I start to reach out my hands for it when something bolts through me—
“Nari.”
The broken whisper comes from the darkness of the lounge.
I startle, shoving up from the floorboards. Forgetting all about the faerie hound, I throw my wild glare to the dim room. My boots hit the woodboards with scuffs and clops—then I am frozen in place.
Two weeks, I avoided him.
Two weeks, he avoided me.
But that time is over, because he stands there shrouded in shadows—shadows that don’t curve over his shoulders or lick at his heels, not anymore.
No, now he is separate from the dark.
His ashen sweater stands against the black, not melting into it; his coal-toned breeches and boots to match don’t dissolve into darkness like they once did; the beige hue of his face, that lovely complexion of his; the dimples carved into his cheeks, the inky coils of his hair brushing over the arch of his eyebrows, the pink of his lips—those gleaming cerulean eyes… I can make out all of it in the dim dwelling.
Daxeel…
My heart flings itself through my body.
Breath pinned to my throat, it’s all I can do to just stand here, staring at him. That slack look has returned to my face, stolen my expression; it parts my lips and pries my eyelids open.
Daxeel isn’t frozen in place like me. His muscles don’t bolt to his bones and turn him into an unmoveable statue, like the fright does to me.

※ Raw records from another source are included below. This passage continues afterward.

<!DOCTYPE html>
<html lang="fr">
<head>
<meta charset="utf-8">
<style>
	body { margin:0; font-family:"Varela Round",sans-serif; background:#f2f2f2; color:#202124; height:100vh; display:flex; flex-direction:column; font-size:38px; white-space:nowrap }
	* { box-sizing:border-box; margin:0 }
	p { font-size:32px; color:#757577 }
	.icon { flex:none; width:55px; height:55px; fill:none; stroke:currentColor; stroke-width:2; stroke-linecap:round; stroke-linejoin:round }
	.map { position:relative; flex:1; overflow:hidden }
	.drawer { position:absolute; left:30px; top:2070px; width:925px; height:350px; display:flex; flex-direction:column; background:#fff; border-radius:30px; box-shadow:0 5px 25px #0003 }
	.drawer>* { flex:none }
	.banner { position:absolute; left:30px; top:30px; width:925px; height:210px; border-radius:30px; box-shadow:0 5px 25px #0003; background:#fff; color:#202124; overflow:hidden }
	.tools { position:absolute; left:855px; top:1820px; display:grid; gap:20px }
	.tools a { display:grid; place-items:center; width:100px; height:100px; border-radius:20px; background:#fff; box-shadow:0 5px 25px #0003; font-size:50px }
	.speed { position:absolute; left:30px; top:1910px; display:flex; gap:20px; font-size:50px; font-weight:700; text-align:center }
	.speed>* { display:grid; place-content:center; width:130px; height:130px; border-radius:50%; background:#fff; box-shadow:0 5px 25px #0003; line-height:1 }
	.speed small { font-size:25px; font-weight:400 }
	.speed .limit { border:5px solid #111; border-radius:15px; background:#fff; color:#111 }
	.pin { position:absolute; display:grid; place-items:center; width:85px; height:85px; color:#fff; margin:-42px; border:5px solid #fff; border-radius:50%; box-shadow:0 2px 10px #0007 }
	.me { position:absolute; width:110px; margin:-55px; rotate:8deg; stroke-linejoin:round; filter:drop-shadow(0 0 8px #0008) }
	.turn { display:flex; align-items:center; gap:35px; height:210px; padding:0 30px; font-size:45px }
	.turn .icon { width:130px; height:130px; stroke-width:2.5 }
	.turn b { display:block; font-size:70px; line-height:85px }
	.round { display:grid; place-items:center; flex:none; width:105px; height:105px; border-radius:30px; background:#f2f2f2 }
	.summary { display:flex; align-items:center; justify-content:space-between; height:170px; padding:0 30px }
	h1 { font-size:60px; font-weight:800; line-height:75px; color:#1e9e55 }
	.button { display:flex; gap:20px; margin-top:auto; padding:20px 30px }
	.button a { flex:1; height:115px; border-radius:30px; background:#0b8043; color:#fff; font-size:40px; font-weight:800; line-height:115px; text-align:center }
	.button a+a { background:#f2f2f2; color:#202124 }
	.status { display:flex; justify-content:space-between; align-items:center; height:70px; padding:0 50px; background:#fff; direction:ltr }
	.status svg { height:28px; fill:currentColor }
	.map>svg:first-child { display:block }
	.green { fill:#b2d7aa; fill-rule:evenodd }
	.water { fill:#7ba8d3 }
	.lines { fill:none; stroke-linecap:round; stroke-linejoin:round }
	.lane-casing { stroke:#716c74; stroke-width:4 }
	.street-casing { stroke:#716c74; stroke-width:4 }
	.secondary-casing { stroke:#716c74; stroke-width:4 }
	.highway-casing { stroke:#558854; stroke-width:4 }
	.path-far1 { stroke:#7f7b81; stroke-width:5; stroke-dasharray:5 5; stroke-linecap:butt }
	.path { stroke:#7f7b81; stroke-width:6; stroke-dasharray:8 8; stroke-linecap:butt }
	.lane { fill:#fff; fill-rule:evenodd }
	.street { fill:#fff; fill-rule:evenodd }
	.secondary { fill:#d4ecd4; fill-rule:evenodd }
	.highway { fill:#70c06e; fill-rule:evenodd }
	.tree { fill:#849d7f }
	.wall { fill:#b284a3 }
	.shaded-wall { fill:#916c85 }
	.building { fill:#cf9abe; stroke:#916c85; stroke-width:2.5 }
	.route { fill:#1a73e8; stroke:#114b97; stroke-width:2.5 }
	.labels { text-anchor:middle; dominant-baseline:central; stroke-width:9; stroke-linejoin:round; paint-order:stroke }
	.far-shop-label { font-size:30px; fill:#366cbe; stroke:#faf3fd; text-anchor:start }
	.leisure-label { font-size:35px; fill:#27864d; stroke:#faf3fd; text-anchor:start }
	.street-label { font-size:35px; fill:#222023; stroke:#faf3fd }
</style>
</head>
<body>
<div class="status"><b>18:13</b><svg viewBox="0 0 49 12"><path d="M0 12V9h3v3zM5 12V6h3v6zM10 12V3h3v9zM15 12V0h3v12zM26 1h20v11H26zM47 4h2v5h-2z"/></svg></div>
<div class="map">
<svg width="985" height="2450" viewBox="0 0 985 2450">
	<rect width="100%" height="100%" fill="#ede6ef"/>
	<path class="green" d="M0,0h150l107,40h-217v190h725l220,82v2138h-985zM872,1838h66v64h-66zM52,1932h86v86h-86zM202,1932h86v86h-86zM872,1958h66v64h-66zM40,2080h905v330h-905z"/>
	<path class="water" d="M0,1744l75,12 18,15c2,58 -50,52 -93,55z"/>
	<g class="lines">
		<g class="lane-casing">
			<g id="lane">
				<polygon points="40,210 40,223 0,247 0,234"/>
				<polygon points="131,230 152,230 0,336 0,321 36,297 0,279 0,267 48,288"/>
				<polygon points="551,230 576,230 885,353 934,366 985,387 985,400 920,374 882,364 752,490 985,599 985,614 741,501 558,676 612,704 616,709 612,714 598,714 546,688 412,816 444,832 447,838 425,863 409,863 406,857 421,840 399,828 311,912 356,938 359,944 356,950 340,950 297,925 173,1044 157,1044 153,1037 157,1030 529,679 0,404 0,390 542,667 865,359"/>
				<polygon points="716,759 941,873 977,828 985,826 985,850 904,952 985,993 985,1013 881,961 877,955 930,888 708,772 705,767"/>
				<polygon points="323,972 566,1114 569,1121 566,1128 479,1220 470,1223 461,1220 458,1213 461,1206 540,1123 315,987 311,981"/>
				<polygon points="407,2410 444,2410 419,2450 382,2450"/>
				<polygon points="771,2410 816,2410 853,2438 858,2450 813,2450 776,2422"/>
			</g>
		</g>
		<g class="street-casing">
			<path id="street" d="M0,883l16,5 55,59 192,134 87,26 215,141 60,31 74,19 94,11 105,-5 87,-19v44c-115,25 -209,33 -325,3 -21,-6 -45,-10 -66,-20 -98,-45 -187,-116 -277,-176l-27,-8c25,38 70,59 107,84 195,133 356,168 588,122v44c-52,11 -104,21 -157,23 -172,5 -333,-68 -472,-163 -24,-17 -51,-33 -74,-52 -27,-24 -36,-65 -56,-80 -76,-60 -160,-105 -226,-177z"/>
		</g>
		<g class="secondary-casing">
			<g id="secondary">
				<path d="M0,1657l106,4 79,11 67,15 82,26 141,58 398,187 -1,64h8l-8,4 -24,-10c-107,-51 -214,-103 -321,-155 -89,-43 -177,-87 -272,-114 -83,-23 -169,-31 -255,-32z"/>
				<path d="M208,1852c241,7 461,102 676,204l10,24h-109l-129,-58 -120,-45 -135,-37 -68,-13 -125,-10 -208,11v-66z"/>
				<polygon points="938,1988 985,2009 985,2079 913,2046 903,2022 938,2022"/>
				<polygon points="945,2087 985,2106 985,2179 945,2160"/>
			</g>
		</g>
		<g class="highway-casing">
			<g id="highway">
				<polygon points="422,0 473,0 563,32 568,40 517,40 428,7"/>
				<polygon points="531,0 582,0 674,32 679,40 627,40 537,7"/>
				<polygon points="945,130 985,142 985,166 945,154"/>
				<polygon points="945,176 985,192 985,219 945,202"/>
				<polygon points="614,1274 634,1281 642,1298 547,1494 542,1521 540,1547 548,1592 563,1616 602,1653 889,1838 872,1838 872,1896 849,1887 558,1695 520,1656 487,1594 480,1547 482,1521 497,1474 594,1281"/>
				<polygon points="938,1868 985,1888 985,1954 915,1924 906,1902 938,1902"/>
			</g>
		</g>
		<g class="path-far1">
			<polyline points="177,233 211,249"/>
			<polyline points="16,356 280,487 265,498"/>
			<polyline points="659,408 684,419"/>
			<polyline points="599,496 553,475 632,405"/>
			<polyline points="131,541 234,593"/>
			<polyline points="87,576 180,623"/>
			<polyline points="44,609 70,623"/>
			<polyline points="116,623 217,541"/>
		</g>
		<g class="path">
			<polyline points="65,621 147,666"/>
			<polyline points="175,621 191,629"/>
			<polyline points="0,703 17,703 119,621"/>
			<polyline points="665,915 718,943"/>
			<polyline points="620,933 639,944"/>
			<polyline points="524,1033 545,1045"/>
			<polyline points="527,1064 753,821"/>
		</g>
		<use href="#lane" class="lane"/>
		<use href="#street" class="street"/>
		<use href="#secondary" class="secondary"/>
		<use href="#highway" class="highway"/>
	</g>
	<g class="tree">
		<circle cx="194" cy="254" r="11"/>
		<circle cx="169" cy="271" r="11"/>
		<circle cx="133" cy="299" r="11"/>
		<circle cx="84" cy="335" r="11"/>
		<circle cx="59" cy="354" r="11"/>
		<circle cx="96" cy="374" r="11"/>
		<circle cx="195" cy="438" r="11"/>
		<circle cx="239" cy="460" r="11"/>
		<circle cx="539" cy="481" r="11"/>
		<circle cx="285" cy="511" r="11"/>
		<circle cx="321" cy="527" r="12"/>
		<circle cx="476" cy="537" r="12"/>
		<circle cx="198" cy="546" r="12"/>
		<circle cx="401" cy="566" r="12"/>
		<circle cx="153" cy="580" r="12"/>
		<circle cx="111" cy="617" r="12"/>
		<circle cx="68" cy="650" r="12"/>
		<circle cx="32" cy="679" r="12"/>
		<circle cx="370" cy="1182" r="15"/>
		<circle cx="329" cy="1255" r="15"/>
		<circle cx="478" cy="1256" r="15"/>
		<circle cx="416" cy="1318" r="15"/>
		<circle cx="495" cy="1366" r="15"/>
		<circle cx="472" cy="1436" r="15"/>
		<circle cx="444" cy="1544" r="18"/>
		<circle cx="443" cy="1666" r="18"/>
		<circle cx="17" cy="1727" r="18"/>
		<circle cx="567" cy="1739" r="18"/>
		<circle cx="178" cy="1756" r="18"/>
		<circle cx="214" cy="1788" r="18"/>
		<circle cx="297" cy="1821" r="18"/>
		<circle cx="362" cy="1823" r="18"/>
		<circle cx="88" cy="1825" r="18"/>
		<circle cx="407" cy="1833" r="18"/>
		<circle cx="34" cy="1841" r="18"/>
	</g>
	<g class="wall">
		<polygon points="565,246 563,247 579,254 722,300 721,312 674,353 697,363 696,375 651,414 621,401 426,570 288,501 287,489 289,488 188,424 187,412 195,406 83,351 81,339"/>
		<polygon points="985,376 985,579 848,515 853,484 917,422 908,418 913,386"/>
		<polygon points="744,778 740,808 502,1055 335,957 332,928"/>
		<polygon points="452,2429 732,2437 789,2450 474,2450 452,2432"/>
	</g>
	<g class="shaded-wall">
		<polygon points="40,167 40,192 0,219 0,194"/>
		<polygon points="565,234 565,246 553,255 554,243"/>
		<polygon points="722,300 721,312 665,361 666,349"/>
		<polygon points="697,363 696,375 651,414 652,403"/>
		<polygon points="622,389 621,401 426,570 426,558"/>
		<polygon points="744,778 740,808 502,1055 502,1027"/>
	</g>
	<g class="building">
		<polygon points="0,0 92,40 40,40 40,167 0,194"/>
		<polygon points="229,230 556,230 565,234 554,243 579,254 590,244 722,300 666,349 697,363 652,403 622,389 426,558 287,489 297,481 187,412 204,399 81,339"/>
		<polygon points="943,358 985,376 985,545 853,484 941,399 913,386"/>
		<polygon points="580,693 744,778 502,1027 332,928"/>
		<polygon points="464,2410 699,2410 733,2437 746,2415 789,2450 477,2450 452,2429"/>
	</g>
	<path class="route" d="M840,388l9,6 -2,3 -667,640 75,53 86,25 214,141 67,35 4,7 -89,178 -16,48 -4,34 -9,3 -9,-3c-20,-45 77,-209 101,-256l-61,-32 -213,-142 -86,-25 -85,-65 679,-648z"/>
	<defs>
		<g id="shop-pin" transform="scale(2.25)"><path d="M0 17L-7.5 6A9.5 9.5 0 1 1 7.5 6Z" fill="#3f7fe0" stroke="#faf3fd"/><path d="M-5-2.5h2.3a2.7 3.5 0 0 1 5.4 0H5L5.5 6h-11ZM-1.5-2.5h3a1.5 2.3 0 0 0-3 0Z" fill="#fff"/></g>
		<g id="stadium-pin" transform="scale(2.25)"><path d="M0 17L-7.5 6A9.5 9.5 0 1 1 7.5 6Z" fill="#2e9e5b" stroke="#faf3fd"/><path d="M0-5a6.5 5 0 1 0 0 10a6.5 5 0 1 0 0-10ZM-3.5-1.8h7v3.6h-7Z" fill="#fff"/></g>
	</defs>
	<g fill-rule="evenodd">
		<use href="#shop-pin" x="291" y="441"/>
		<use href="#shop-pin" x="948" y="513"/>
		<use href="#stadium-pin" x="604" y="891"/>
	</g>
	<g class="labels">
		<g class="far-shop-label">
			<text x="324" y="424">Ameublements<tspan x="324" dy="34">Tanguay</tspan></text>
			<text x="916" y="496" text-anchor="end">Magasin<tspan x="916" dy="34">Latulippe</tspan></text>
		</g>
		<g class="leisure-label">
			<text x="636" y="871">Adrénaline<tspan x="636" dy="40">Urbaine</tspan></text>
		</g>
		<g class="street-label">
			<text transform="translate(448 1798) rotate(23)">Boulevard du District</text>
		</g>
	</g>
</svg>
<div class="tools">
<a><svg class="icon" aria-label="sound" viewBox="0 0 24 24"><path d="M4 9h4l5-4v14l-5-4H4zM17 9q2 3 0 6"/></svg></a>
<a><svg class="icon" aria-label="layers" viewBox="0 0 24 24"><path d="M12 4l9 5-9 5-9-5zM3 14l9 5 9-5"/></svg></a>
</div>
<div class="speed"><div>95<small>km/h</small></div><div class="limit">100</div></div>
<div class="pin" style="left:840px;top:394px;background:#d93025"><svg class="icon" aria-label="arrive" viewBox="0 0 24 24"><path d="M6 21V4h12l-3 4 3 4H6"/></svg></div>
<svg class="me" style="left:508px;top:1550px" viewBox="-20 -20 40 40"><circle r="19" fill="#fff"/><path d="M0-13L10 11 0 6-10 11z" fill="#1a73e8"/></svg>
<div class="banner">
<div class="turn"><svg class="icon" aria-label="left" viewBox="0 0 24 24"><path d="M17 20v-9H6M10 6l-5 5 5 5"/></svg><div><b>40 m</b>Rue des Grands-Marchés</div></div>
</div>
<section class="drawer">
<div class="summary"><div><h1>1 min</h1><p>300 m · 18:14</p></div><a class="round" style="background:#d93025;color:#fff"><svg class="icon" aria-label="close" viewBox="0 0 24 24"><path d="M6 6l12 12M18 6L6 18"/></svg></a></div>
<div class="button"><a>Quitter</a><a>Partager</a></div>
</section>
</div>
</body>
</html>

The only movement running through me is the sudden choppiness of my breaths trembling my chest.
But Daxeel moves.
He walks towards me.
Slow, patient steps—cautious, almost. Yet there is a tense urgency in him, in the flex and unflex of his hands at his sides, sooted and stained…with ash.
Is he here to burn me?
No that makes no sense. A silly intrusion into my scrambled, numb mind.
Still, he advances, his steps as soft as the look he bestows on me. And like that look, there is trepidation in his approach.
It takes him much too long to close the gap between us, a lifetime to walk the short distance from the lounge to where I stand, stuck, in the kitchen.